_Try it_. What is needed here is every line of the records that includes "with".

_Records to use_.

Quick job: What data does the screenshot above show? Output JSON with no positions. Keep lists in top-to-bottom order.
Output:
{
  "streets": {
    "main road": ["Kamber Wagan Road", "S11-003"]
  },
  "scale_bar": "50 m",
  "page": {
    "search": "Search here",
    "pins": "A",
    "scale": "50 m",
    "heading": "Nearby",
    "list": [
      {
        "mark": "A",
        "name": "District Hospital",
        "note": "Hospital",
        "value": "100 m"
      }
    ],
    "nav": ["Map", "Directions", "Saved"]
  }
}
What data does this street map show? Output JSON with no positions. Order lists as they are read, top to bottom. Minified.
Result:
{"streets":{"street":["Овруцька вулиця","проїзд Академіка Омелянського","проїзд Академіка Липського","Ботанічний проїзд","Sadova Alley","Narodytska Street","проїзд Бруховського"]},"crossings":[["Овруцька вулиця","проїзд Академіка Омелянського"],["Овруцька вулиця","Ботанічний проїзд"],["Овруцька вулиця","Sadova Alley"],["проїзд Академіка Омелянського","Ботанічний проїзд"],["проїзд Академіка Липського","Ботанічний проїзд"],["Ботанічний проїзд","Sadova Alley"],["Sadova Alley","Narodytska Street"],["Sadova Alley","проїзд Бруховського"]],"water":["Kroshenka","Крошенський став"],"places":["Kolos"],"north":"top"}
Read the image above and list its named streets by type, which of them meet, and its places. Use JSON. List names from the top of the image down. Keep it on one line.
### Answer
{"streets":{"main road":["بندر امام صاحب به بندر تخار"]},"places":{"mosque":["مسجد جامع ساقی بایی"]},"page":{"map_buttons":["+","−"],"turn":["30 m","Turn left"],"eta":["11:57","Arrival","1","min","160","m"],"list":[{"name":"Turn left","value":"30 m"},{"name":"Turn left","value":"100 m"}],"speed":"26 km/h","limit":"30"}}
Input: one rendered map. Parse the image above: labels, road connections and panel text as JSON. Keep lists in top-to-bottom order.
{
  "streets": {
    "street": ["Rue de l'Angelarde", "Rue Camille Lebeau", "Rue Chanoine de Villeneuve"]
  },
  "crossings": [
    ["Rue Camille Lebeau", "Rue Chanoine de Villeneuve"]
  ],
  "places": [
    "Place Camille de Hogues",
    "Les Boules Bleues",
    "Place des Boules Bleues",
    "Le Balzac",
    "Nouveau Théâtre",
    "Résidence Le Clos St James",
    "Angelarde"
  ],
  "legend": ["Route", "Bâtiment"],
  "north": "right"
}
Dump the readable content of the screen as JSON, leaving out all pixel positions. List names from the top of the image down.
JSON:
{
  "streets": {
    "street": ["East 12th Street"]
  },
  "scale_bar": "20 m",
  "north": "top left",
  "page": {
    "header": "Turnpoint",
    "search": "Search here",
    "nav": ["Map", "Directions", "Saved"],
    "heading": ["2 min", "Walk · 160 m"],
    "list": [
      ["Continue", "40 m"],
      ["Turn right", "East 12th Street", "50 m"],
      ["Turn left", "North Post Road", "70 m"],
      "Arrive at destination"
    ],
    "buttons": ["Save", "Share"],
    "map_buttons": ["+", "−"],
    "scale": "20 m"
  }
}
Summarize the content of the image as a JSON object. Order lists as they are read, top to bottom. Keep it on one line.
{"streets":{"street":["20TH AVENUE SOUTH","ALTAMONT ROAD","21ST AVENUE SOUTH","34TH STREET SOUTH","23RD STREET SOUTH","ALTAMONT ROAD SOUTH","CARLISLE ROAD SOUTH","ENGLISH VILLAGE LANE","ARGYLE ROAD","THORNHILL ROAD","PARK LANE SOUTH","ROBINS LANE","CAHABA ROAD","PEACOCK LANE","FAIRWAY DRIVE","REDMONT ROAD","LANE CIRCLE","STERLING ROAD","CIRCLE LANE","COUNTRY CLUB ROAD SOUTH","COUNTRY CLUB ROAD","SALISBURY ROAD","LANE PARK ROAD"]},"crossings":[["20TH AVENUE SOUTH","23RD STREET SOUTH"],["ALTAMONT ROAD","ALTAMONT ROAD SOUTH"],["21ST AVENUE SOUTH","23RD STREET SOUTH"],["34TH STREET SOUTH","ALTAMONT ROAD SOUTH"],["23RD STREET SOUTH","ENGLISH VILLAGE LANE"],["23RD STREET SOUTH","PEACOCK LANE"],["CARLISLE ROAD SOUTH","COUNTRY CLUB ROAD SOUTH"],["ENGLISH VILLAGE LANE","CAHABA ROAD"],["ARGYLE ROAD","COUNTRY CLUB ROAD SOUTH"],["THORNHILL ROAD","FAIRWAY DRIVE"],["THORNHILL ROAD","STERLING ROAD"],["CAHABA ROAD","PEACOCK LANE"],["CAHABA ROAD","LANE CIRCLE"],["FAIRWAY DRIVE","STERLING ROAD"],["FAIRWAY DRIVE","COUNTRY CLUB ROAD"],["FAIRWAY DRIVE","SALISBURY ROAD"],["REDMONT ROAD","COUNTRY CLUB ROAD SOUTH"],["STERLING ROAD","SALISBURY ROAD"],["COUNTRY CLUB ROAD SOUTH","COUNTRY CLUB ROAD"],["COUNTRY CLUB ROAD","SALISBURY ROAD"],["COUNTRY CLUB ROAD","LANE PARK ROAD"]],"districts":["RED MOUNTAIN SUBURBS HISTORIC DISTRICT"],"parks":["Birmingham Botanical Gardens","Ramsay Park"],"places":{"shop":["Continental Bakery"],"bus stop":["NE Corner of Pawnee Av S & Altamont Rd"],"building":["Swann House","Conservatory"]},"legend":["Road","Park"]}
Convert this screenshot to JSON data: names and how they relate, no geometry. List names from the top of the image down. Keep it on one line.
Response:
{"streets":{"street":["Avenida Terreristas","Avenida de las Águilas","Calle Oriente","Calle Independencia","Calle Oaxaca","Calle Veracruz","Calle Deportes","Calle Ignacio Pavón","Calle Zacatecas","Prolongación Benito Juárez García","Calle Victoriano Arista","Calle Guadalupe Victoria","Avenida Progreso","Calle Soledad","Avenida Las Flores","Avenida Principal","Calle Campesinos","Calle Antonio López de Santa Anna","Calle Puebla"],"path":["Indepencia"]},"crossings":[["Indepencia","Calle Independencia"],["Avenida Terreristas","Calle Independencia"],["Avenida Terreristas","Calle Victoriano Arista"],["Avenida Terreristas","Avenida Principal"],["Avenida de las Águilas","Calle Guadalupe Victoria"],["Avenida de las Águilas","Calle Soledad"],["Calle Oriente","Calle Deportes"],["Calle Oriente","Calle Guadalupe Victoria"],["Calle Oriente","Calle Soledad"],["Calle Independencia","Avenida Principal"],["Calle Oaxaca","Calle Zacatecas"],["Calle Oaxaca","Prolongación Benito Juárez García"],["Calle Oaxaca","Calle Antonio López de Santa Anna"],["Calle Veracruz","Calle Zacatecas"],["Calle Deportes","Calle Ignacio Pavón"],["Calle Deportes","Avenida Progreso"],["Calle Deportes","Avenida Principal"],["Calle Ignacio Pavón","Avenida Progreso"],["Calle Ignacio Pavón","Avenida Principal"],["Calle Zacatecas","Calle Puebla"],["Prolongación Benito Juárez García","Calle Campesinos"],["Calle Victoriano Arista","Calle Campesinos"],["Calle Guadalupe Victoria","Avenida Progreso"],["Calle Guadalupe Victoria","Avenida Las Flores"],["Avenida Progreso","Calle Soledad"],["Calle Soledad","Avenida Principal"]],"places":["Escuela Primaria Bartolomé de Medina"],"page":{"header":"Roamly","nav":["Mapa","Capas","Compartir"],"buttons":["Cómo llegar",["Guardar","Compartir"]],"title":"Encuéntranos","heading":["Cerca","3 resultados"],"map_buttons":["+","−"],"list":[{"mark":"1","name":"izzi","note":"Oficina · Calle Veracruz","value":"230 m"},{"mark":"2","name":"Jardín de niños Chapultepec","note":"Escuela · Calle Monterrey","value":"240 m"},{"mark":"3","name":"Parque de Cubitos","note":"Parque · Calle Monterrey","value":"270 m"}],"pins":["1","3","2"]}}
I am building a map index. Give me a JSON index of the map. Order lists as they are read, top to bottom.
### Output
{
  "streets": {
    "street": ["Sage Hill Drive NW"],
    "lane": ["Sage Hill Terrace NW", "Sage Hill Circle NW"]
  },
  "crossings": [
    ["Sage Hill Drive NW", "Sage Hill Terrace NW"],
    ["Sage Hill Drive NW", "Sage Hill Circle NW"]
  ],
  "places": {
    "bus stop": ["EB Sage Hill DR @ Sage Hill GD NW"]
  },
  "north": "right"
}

_Written response_.
Quick job: What data does the screenshot above show? Output JSON with no positions. Keep lists in top-to-bottom order.
What data does this street map show? Output JSON with no positions. Order lists as they are read, top to bottom. Minified.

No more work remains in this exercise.